• Task details: All lines in the records below with the word "built" must be returned.

(Saved data entries)

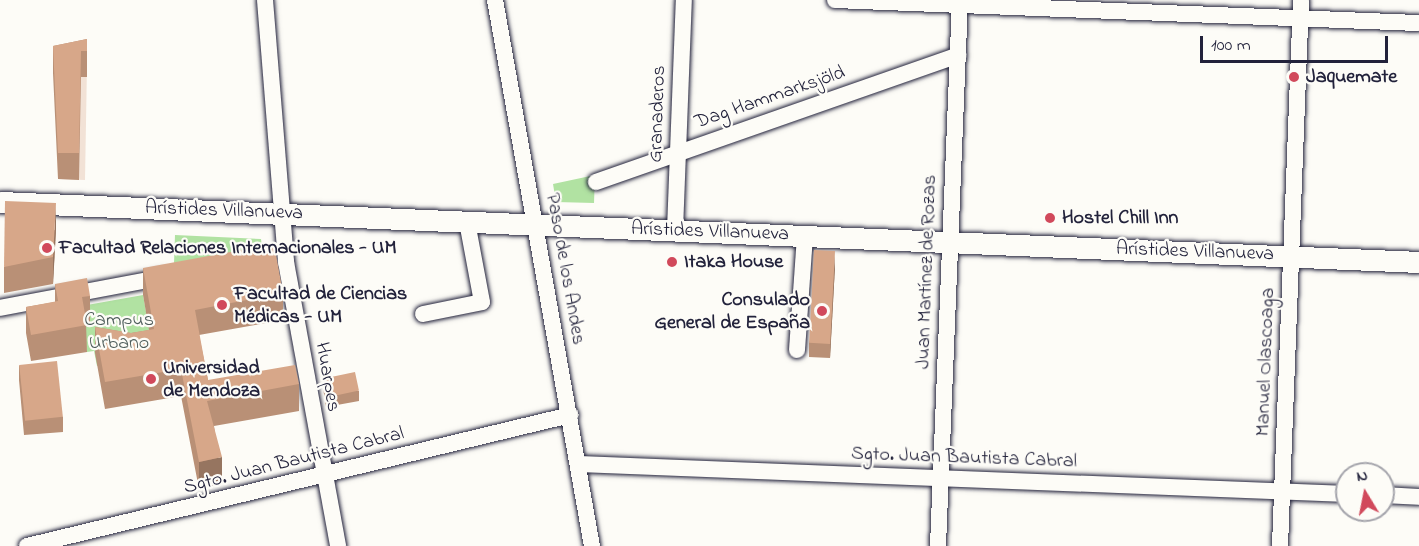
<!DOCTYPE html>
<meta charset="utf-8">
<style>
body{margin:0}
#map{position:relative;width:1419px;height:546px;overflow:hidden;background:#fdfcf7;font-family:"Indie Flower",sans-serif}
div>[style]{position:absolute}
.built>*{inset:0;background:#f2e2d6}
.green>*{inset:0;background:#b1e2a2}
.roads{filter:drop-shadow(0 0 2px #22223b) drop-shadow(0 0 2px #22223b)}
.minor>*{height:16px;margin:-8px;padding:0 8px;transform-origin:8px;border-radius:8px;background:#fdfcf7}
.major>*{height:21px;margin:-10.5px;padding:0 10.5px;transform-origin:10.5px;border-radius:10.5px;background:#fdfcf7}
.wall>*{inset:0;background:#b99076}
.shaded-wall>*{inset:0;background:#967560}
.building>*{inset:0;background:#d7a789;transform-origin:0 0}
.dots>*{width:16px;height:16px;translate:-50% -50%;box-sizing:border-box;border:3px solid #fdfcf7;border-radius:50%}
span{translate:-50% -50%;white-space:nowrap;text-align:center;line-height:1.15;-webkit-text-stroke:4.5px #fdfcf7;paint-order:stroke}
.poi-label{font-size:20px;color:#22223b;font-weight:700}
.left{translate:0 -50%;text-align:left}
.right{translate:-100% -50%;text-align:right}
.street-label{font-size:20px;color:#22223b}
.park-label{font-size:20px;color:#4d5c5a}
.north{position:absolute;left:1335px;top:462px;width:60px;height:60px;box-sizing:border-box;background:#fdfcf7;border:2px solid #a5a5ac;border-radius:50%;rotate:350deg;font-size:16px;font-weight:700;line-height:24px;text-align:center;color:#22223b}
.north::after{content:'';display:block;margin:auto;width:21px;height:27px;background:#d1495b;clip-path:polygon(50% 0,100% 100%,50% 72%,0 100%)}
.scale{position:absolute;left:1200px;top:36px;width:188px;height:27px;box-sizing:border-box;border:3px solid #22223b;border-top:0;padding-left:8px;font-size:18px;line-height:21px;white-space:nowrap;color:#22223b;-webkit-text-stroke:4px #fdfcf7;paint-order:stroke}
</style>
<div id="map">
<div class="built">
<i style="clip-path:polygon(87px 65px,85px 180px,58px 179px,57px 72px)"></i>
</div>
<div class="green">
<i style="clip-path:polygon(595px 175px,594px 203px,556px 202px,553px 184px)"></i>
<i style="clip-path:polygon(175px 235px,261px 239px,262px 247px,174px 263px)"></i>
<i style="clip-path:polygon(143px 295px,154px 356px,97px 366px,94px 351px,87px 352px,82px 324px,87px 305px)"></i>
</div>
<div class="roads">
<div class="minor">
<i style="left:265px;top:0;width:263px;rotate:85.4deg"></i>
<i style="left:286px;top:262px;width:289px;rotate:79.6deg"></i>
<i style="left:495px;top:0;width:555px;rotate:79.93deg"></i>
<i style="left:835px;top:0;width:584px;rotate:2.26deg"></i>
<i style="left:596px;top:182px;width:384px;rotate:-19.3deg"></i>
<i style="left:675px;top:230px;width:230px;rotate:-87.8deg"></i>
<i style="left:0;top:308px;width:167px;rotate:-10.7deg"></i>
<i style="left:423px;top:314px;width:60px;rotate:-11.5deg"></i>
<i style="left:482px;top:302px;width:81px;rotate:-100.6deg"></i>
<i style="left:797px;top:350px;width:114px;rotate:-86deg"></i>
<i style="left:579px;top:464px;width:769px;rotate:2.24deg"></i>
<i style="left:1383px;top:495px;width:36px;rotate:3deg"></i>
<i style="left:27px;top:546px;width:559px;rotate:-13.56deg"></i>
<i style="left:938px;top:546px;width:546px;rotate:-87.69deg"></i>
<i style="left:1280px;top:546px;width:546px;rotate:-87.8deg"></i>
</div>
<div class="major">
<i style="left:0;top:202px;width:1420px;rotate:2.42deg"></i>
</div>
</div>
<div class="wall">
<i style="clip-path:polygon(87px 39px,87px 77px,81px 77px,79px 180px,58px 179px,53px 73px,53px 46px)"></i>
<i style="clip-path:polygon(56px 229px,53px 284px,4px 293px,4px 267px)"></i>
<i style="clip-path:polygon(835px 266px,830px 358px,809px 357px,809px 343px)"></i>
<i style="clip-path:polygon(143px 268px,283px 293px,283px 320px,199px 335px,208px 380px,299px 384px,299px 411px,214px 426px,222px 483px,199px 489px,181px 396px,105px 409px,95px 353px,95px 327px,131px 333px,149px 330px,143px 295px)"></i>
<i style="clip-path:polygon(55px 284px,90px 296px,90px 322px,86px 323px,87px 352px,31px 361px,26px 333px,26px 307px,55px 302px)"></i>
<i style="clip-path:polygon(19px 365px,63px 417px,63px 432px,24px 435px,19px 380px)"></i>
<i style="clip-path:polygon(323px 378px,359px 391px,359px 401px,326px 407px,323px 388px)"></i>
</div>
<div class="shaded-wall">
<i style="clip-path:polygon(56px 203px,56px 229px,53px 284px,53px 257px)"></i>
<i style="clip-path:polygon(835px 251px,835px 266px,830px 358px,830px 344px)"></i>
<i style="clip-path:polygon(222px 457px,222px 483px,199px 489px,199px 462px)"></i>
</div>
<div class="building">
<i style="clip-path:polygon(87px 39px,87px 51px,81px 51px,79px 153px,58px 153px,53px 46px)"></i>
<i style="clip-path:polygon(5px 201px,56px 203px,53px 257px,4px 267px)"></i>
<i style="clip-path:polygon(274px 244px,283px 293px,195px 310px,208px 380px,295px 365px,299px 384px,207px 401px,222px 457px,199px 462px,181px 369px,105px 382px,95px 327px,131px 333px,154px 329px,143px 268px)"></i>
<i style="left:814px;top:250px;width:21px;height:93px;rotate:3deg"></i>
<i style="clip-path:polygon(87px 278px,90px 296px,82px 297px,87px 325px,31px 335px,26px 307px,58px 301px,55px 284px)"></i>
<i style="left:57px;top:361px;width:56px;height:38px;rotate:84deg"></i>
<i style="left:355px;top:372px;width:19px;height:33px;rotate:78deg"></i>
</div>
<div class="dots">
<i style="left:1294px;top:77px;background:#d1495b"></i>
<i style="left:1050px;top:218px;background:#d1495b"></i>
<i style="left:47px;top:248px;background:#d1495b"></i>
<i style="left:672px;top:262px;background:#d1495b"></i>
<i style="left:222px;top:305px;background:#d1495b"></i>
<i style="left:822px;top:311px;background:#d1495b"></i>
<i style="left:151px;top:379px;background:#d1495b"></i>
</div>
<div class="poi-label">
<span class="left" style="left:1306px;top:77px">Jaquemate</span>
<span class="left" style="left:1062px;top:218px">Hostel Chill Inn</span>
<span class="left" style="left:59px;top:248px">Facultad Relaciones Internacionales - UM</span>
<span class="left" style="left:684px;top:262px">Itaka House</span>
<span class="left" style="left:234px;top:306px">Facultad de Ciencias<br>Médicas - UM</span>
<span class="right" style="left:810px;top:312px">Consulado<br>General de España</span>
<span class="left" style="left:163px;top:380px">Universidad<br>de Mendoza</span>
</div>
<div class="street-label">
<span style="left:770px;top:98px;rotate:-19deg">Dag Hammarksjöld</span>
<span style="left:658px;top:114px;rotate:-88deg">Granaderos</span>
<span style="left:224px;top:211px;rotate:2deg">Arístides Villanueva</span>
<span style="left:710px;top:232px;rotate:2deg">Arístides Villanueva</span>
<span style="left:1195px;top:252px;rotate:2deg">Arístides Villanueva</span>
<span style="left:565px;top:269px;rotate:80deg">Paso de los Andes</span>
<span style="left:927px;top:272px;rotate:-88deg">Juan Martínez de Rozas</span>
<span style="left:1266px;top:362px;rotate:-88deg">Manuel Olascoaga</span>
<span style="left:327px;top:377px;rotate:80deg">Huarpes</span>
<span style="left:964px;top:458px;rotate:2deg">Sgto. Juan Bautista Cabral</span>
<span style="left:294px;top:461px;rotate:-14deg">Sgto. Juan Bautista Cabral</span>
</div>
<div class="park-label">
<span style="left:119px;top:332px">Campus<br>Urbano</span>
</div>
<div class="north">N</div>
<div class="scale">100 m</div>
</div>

• Answer box:
.built>*{inset:0;background:#f2e2d6}
<div class="built">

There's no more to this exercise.